By Chris Taylor | Photos by Eddie Keogh/Reuters and Nataliya Vaitkevich/Pexels
NEW YORK (Reuters) – When Maryam Sabbagh was negotiating to join a new PR agency last fall, she was not just thinking about the money. She considered something even more important: Time.
If the COVID-19 era has taught us anything, it is the precious value of downtime. So Sabbagh negotiated another week of paid vacation, taking her to three weeks a year.
“Two weeks of vacation is standard in this country at most companies, and it’s just not enough,” says Sabbagh, who hopes to eventually use her time off to visit bucket-list destinations like Kenya or Brazil. “People are becoming much more thoughtful than they used to be about time, paid leave, and mental health.”
This is where the so-called Great Resignation is working in your favor. Around four million Americans are leaving their jobs every month as people reshuffle their life and career priorities, and new opportunities flourish in such a tight job market.
That means your negotiating position is stronger—not just when it comes to salary but also in terms of time away from work.
The last thing any company needs right now is a burned-out employee—or a staffer who leaves and has to be replaced, which can be a lengthy and costly process.
“People are telling me, ‘What I need more than anything else this year is time off,’ ” says Alexandra Carter, a professor at Columbia Law School and author of “Ask For More.”
More companies are warming up to the idea. According to a Great Resignation survey by the Society for Human Resource Management, 14 percent of firms are implementing new or additional paid time-off opportunities for employees to help reduce turnover. And the percentage of companies extending “unlimited” time off is up from 12 percent to 17 percent in just one year, according to a study by total rewards firm WorldatWork.
Firms are doing so not just as an empathetic response but because it makes business sense. The last thing any company needs right now is a burned-out employee—or a staffer who leaves and has to be replaced, which can be a lengthy and costly process.
“Numerous mental and physical health outcomes are tied to hours worked, time spent with family and friends, time spent doing recreation, and amount of sleep,” says Joe Sanok, a podcaster, productivity researcher, and author of the new book “Thursday is the New Friday.” “Strengthening these bonds and avoiding burnout can help employees value their positions, stay longer, and do more productive work.”
How can you negotiate a little more precious time for yourself? Here are four tips from the experts:
Come up with a plan
In any time negotiation, there are typical push-back questions, such as who will handle your workload. Go into that conversation with ready-made answers, like having a deputy trained and ready to assume those projects.
And structure your proposed time off in a way that is most palatable to your employer: Perhaps having Fridays or a slower time of the month off is more acceptable than taking larger chunks.
“If you help solve any problems before they even come up, then it will be that much easier for them to say yes,” says Carter.
“Strengthening these bonds and avoiding burnout can help employees value their positions, stay longer, and do more productive work,” says Joe Sanok, a podcaster, productivity researcher, and author of the new book “Thursday is the New Friday.”
Ask up front
It might feel awkward to be asking for more time before you have even set foot in your new company. But that is exactly when your negotiating position is the most powerful, especially with labor so scarce.

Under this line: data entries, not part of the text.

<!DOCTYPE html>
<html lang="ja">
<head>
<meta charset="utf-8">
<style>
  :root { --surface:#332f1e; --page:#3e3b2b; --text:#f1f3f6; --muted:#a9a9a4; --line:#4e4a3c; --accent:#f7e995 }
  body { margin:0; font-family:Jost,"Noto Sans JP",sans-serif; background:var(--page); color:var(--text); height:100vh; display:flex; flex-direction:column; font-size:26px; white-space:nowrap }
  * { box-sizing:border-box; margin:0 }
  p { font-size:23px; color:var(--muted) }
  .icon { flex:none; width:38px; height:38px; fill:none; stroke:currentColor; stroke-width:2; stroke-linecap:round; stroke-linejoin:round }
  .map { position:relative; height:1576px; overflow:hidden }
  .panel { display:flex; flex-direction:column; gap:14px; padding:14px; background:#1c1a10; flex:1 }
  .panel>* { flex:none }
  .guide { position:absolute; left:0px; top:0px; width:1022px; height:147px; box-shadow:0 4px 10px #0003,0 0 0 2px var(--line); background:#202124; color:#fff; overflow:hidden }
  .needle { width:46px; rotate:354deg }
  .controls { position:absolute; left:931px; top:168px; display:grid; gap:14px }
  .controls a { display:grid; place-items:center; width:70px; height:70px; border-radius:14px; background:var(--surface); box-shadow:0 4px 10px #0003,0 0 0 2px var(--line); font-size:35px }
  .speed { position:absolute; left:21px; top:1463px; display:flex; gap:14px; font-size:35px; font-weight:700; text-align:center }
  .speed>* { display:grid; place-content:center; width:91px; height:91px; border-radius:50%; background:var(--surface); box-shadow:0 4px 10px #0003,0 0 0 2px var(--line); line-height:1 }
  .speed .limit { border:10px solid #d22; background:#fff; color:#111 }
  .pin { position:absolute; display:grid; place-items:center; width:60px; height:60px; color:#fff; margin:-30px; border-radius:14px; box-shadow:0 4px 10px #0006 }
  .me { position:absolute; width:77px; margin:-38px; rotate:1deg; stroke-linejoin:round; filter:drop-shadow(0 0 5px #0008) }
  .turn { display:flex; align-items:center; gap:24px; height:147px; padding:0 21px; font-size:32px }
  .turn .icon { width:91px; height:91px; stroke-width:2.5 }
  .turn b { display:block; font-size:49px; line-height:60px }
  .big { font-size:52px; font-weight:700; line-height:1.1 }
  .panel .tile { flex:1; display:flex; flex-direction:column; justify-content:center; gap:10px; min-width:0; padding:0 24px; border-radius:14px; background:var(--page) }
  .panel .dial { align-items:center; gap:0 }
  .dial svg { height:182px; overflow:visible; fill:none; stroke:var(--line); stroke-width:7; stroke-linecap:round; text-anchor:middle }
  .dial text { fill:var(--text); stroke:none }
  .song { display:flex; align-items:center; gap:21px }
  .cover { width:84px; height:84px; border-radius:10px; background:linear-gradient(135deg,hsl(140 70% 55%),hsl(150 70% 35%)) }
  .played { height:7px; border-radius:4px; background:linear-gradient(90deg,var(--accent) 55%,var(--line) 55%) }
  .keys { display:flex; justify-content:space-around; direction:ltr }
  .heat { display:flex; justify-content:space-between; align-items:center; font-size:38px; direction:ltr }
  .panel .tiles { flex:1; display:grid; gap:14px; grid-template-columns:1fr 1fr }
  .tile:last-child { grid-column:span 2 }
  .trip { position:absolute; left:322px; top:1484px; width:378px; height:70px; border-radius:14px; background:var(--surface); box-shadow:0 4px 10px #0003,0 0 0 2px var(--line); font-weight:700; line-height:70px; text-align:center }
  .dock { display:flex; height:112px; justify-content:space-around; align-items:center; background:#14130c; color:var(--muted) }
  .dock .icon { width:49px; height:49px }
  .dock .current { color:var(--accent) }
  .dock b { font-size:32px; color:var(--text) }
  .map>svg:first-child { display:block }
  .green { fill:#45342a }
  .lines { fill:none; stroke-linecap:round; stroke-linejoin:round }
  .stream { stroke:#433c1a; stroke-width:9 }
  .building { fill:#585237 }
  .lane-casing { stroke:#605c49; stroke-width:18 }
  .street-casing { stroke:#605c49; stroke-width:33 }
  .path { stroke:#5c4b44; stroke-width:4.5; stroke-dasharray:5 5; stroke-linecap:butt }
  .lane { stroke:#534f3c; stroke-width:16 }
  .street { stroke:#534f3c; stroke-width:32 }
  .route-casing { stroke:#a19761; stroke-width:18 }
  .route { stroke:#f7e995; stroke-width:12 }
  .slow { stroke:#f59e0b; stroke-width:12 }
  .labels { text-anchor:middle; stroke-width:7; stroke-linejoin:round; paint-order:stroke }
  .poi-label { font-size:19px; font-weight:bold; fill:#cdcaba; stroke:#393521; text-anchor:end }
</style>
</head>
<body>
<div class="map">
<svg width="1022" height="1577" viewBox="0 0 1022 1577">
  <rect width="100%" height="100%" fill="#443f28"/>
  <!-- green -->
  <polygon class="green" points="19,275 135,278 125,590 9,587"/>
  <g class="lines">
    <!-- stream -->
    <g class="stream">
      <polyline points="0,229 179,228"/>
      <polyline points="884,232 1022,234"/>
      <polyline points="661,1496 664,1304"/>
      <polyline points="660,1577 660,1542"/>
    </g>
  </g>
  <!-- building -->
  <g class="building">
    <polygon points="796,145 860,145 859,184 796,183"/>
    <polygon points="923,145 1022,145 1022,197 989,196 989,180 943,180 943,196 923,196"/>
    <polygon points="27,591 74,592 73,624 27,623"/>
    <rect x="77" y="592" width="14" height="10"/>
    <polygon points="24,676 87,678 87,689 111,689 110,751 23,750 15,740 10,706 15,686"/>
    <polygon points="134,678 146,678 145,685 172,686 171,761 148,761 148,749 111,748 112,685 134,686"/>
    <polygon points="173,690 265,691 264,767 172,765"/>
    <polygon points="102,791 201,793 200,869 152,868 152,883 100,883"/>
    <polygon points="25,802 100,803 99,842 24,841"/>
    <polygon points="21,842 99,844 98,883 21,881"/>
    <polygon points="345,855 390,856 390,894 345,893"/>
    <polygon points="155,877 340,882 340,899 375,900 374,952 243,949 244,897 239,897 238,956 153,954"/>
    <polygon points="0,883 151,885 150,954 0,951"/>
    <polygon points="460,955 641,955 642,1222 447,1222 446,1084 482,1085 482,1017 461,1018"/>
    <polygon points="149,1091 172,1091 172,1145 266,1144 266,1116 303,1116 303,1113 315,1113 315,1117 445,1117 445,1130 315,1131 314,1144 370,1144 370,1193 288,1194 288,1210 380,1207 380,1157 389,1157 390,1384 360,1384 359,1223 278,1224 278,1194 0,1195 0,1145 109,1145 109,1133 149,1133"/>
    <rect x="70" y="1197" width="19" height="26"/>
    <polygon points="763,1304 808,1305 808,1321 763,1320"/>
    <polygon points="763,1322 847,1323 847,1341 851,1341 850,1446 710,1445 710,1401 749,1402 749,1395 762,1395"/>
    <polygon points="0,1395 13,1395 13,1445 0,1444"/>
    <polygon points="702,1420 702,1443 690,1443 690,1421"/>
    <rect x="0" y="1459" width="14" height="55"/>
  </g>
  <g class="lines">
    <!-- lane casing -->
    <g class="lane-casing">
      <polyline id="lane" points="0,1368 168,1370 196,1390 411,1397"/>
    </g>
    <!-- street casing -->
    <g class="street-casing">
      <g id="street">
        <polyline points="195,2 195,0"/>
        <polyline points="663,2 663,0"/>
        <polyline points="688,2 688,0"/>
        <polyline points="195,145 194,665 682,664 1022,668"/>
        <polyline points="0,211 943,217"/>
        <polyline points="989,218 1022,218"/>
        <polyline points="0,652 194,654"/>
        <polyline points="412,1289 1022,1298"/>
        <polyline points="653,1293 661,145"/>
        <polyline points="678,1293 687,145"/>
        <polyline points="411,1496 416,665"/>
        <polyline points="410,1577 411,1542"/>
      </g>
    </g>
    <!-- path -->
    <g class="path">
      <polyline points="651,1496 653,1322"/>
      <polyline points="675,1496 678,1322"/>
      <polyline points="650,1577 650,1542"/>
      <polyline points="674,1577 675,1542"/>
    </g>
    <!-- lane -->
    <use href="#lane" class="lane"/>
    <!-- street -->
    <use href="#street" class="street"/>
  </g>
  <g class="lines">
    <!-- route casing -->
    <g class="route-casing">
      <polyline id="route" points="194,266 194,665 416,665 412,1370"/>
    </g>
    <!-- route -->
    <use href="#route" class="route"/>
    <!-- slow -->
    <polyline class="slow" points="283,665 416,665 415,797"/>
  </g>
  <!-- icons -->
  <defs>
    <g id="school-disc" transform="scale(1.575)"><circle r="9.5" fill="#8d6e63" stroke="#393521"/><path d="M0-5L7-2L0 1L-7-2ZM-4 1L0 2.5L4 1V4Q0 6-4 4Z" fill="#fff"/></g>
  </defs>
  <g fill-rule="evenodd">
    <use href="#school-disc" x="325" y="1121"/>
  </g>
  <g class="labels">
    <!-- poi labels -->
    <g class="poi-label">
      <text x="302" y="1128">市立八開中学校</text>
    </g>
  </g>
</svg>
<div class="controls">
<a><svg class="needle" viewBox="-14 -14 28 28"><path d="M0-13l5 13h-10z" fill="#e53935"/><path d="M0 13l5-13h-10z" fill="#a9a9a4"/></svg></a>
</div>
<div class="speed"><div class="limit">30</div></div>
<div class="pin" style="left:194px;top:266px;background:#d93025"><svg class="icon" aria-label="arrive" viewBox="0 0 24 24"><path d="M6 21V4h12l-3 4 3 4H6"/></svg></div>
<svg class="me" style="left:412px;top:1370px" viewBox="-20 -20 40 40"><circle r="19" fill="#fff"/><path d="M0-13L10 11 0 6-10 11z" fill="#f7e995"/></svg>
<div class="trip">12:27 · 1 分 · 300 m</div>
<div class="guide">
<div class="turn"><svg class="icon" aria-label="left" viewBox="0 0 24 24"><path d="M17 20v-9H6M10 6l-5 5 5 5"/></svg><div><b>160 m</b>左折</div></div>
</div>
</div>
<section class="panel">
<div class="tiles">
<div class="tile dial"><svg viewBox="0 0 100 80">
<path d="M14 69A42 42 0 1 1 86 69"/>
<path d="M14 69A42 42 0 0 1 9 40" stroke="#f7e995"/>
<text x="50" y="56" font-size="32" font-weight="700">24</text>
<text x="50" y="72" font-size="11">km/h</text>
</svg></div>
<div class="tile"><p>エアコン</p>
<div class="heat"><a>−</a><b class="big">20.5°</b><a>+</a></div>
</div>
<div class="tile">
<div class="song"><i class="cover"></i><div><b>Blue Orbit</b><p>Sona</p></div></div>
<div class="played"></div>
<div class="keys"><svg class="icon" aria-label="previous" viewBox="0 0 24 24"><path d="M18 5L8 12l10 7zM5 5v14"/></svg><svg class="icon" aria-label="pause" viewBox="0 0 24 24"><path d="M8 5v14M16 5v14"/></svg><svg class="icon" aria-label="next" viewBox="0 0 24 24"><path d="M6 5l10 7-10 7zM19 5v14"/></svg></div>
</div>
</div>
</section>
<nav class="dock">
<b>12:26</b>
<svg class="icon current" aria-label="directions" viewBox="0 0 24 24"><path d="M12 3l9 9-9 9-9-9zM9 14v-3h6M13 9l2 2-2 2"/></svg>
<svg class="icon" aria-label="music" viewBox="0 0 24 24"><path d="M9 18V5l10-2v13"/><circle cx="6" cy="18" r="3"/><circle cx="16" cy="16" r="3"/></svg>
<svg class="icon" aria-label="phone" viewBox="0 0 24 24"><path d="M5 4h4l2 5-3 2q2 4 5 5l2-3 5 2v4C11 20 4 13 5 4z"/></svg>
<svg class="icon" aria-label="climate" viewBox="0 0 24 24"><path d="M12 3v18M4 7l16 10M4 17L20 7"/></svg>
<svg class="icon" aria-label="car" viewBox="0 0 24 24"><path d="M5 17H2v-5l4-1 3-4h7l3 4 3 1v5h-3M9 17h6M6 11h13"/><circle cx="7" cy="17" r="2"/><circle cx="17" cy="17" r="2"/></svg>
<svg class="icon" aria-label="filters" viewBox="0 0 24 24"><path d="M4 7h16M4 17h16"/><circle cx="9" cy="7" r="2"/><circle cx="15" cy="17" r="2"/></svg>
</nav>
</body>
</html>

“It is probably 80 percent easier to do this when you are first getting a job, versus when you already have one,” Sabbagh says. “It’s been my experience that it can be difficult to negotiate unless you have other offers on the table.”
Take vacation days
Negotiating for more time is just the first step; the next step is to actually take advantage of those extra days. But many Americans seem to have a problem with that: perhaps because of fears that we will fall behind, or be found to be expendable.
According to a survey by HR consultancy Mercer, only 42 percent of respondents report that most of their employees take all their allotted time off.
Maybe you have been dreaming of a few more vacation days here and there. But why not think even bigger than that?
“You could also negotiate for a sabbatical, which is a longer period of time like a month or two,” says Carter. Such extended pauses are standard in some areas like academia but are popping up in other fields as well—and might be something to inquire about when weighing job offers.
“Companies that are generous in offering time off are going to see substantial bumps in both recruitment and retention,” Carter says.